*** Record extracts Section Begins ***

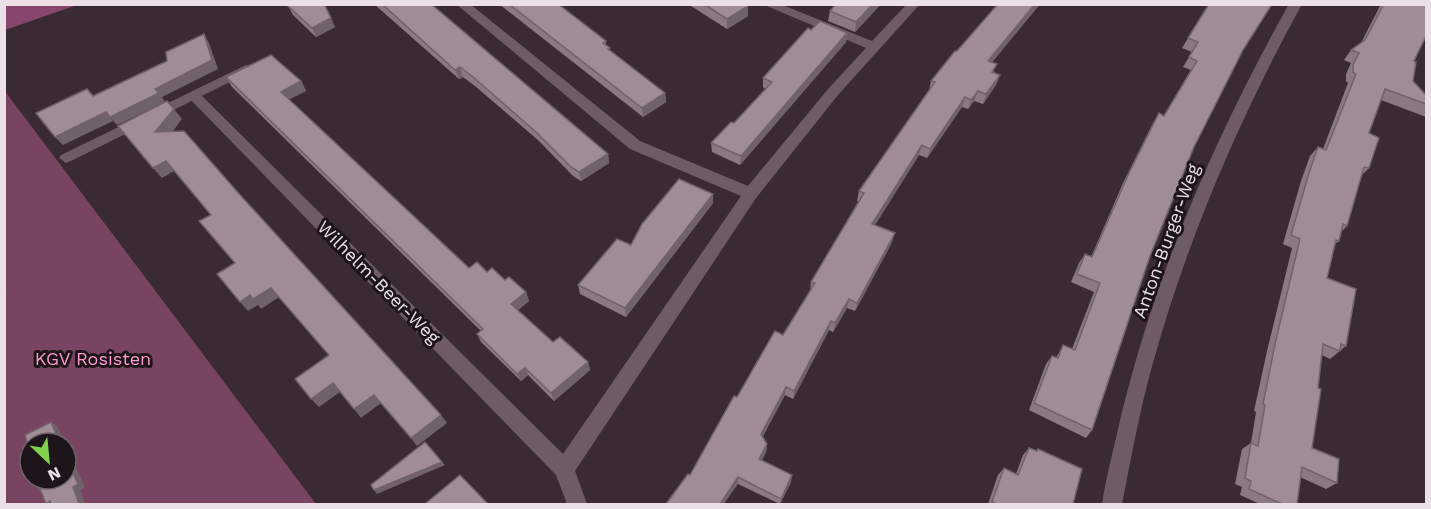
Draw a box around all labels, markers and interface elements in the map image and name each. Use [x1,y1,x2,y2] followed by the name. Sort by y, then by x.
[1128,161,1204,321] street label: Anton-Burger-Weg
[313,216,445,348] street label: Wilhelm-Beer-Weg
[35,348,151,369] park label: KGV Rosisten
[18,431,78,491] north arrow
[45,463,64,485] text: N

*** Record extracts Section Ends ***

Exercise description: Output the records above exactly as written, but leave out the pictures.

Written answer:
Draw a box around all labels, markers and interface elements in the map image and name each. Use [x1,y1,x2,y2] followed by the name. Sort by y, then by x.
[1128,161,1204,321] street label: Anton-Burger-Weg
[313,216,445,348] street label: Wilhelm-Beer-Weg
[35,348,151,369] park label: KGV Rosisten
[18,431,78,491] north arrow
[45,463,64,485] text: N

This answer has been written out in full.